◆ Task goal: All pictures should be dropped, and only the lines from the top of the entries below through the line containing "position:relative; width:1814px; height:1126px;" repeated exactly, both ends included.

◆ Dataset excerpts:
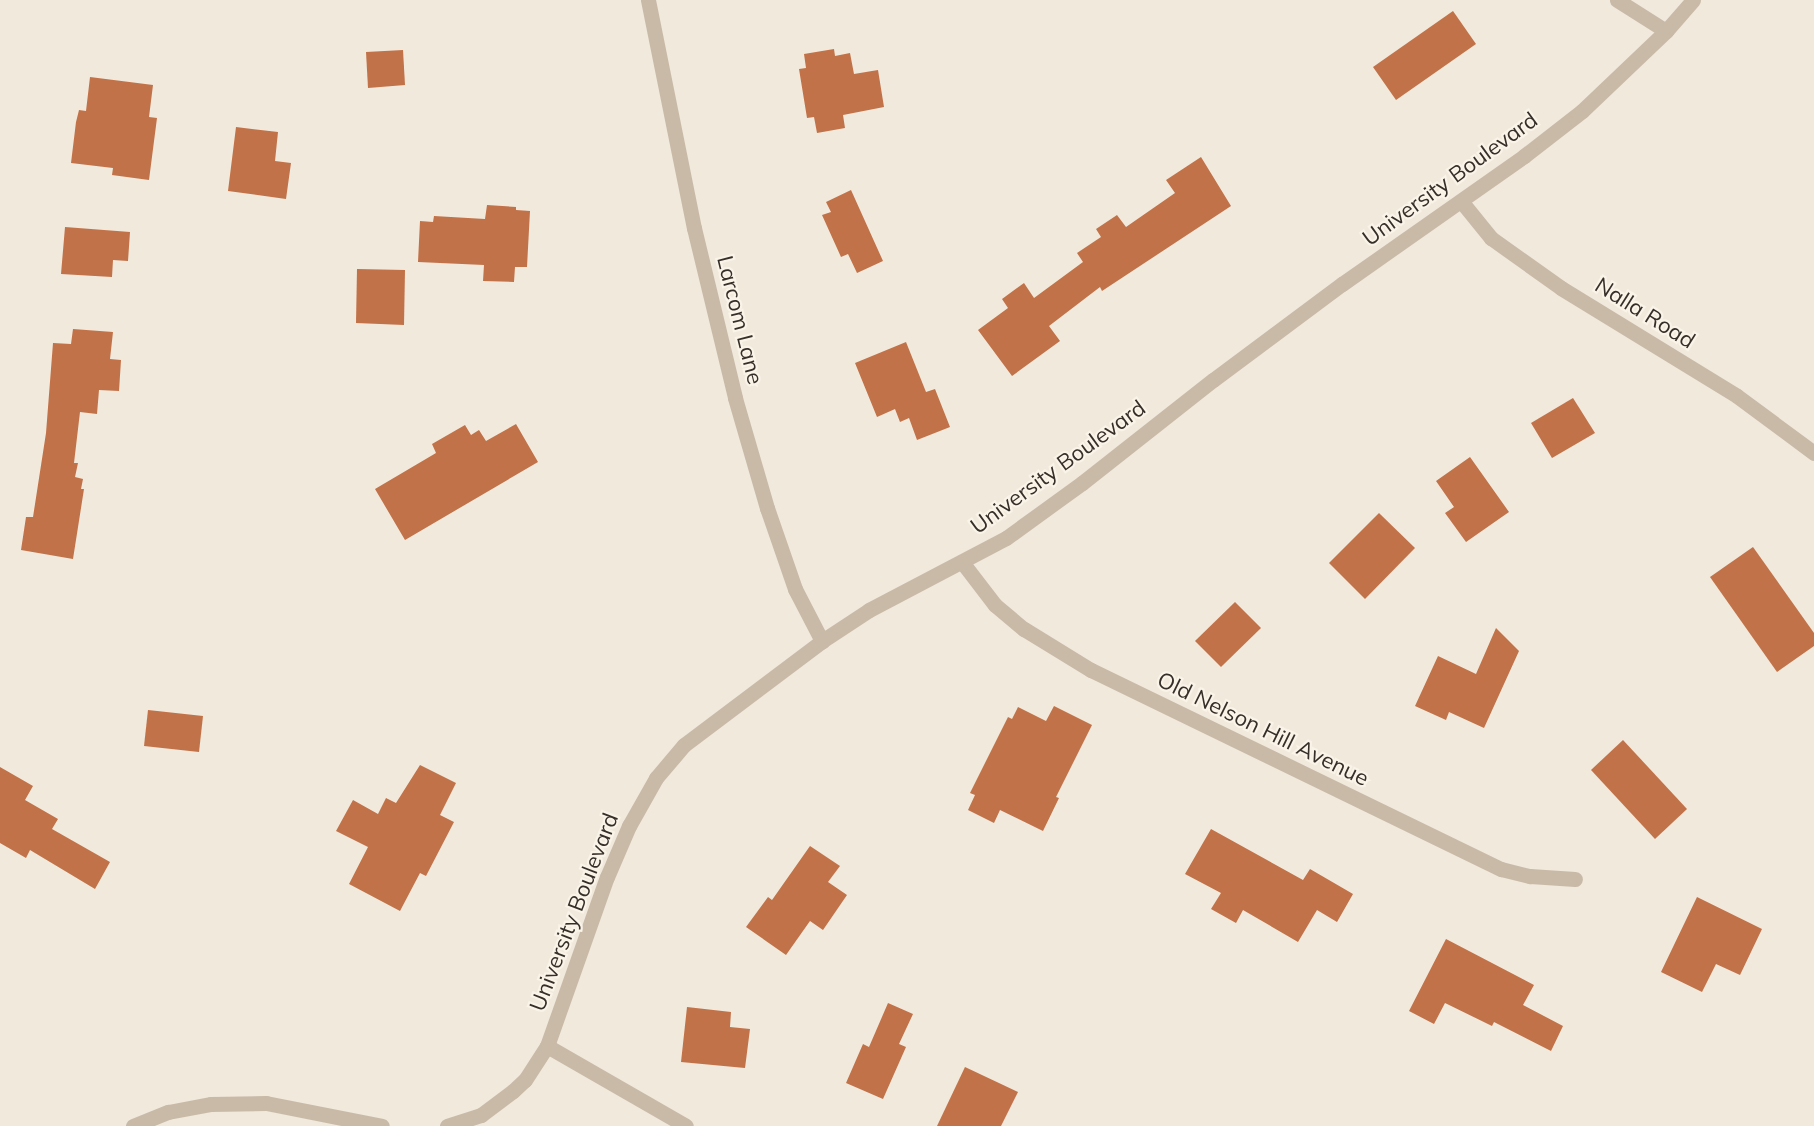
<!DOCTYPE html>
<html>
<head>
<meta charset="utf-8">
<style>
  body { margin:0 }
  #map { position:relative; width:1814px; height:1126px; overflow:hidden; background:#f1e9dc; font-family:Mulish,sans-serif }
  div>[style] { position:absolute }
  .building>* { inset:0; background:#c17249 }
  .minor>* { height:15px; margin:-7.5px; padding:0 7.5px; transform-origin:7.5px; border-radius:7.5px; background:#c9baa8 }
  span { translate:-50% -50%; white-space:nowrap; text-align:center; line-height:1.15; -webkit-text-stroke:4.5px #f9f3e8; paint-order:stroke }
  .street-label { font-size:22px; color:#362e28 }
</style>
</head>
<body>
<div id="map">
  <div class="building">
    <div style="clip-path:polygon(1453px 11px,1476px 44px,1396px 100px,1373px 67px)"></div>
    <div style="clip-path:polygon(834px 49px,835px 56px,850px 53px,854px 74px,878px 70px,884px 107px,843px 115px,845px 128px,817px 133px,814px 117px,807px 118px,799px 69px,806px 68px,804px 54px)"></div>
    <div style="clip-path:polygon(403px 50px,405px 85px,368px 88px,366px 52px)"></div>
    <div style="clip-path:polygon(90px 77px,153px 85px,149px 117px,157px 118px,149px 180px,112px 175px,113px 168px,71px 163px,76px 122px,79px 110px,86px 111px)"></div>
    <div style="clip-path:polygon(236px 127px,278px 132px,275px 161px,291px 163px,286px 199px,228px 191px)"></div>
    <div style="clip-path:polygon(1201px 157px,1231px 206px,1102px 291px,1100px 287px,1049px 326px,1060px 341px,1012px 376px,978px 330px,1008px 308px,1002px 299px,1024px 283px,1034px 298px,1083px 262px,1077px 253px,1101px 237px,1096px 229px,1117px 215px,1126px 227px,1175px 193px,1166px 180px)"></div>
    <div style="clip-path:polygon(851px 190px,883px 261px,857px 273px,848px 254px,841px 257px,822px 215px,831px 212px,826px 202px)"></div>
    <div style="clip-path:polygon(487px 205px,516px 207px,516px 210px,530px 211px,527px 267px,515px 267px,514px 282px,483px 281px,484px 265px,418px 262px,420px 221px,433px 222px,434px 216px,485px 219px)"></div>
    <div style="clip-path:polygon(65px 227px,130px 232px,128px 261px,113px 260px,112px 277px,61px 274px)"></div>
    <div style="clip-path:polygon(357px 269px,405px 270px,404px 325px,356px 323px)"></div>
    <div style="clip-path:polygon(73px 329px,113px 332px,110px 359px,121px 360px,119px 391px,99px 390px,97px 414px,80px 412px,74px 463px,78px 463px,75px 477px,83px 479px,81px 489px,84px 489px,73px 559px,21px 550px,26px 517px,33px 517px,46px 433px,53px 343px,71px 344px)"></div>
    <div style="clip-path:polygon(906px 342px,926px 392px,935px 389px,950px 427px,917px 440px,909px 418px,900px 422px,895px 409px,877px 417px,855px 363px)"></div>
    <div style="clip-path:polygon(1573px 398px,1595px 433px,1552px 458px,1531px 423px)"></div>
    <div style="clip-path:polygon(516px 424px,538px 462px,405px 540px,375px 489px,436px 453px,432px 444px,465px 425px,471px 435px,479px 430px,486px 441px)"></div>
    <div style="clip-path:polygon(1470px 457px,1509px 512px,1466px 542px,1445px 513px,1454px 507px,1436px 481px)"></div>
    <div style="clip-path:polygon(1379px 513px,1415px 548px,1365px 599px,1329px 563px)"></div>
    <div style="clip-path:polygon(1753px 547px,1814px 633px,1814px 646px,1777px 672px,1710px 577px)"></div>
    <div style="clip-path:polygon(1235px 602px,1261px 628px,1221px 667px,1195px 641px)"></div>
    <div style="clip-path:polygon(1496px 628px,1519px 651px,1484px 728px,1449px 712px,1446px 720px,1415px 706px,1438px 656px,1476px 674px)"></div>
    <div style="clip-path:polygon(1054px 706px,1092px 725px,1056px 797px,1059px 798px,1043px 831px,1000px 810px,994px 823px,968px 810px,975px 795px,970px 793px,1008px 717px,1012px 719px,1018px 707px,1046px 721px)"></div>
    <div style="clip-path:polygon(148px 710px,203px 716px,199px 752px,144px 746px)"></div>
    <div style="clip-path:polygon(1623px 740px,1687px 809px,1655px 839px,1591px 770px)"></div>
    <div style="clip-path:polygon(420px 765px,456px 783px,440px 815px,454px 822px,426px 876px,420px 873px,400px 911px,349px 884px,368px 847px,336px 831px,353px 800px,378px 814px,386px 798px,396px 803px)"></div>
    <div style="clip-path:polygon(0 767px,33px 786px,25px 800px,58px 819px,52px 829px,110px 862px,95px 889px,30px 850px,26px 858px,0 843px)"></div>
    <div style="clip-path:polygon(1211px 829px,1303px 880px,1310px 869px,1353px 894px,1337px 922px,1317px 910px,1298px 942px,1243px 910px,1236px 923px,1211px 909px,1221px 893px,1185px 874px)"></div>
    <div style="clip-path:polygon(810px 846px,840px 866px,828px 882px,847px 895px,823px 930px,810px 921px,786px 955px,746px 927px,768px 897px,772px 900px)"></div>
    <div style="clip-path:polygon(1697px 897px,1762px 929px,1740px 975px,1716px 964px,1702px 992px,1661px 972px)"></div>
    <div style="clip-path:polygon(1446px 939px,1534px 985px,1523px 1005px,1563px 1026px,1551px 1051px,1494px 1022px,1492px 1026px,1445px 1003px,1434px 1024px,1409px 1011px)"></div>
    <div style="clip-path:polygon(888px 1003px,913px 1014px,899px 1044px,906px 1047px,883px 1099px,846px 1083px,863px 1044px,869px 1047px)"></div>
    <div style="clip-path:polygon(687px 1007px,731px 1012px,730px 1027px,750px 1029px,745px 1068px,681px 1062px)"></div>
    <div style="clip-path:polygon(965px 1067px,1018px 1092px,1001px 1126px,937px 1126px)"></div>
  </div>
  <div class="minor">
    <div style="left:648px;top:0;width:233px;rotate:78.6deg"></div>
    <div style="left:694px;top:228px;width:175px;rotate:76.4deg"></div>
    <div style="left:735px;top:398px;width:115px;rotate:73.8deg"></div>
    <div style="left:767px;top:508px;width:86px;rotate:70.9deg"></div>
    <div style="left:795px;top:589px;width:59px;rotate:62.6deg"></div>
    <div style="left:1617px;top:0;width:58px;rotate:32.3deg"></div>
    <div style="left:1461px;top:201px;width:48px;rotate:51deg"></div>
    <div style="left:1491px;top:238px;width:86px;rotate:35.5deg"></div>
    <div style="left:1561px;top:288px;width:206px;rotate:31.5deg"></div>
    <div style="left:1737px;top:396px;width:96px;rotate:36.5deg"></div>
    <div style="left:962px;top:562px;width:54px;rotate:52.5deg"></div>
    <div style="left:995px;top:605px;width:38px;rotate:40deg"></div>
    <div style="left:1024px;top:629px;width:79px;rotate:31.5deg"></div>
    <div style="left:1091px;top:670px;width:456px;rotate:25.9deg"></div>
    <div style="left:1501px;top:869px;width:30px;rotate:14deg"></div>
    <div style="left:1530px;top:876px;width:45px;rotate:3.8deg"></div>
    <div style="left:547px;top:1046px;width:160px;rotate:29.9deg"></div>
    <div style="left:133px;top:1126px;width:38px;rotate:-22deg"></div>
    <div style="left:168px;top:1112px;width:44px;rotate:-10.5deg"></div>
    <div style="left:211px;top:1104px;width:55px;rotate:-1deg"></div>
    <div style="left:266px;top:1103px;width:118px;rotate:11.2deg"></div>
    <div style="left:447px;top:1126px;width:36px;rotate:-18deg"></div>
    <div style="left:481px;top:1115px;width:40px;rotate:-37deg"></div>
    <div style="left:513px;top:1091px;width:16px;rotate:-43deg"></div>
    <div style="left:525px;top:1080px;width:40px;rotate:-57.1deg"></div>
    <div style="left:547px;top:1046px;width:179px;rotate:-70.5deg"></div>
    <div style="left:607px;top:877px;width:56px;rotate:-66.7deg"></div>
    <div style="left:629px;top:826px;width:55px;rotate:-60.6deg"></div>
    <div style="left:656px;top:778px;width:43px;rotate:-49.7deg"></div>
    <div style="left:684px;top:745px;width:173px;rotate:-37deg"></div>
    <div style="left:822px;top:641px;width:56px;rotate:-33.4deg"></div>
    <div style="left:869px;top:610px;width:155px;rotate:-27.7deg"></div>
    <div style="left:1006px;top:538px;width:94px;rotate:-35.9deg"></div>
    <div style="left:1082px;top:483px;width:167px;rotate:-38.2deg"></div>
    <div style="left:1213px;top:380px;width:161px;rotate:-36.7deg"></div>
    <div style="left:1342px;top:284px;width:223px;rotate:-35.1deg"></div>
    <div style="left:1524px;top:156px;width:73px;rotate:-37.8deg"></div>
    <div style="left:1582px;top:111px;width:116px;rotate:-43.6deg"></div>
    <div style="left:1666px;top:31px;width:41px;rotate:-48.9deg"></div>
  </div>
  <div class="street-label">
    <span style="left:1450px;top:179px;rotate:-36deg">University Boulevard</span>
    <span style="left:1645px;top:313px;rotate:32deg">Nalla Road</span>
    <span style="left:740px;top:320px;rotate:76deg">Larcom Lane</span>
    <span style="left:1058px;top:467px;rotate:-36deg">University Boulevard</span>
    <span style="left:1263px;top:729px;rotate:26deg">Old Nelson Hill Avenue</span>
    <span style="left:574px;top:912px;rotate:-69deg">University Boulevard</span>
  </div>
</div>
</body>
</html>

◆ Answer to this exercise:
<!DOCTYPE html>
<html>
<head>
<meta charset="utf-8">
<style>
  body { margin:0 }
  #map { position:relative; width:1814px; height:1126px; overflow:hidden; background:#f1e9dc; font-family:Mulish,sans-serif }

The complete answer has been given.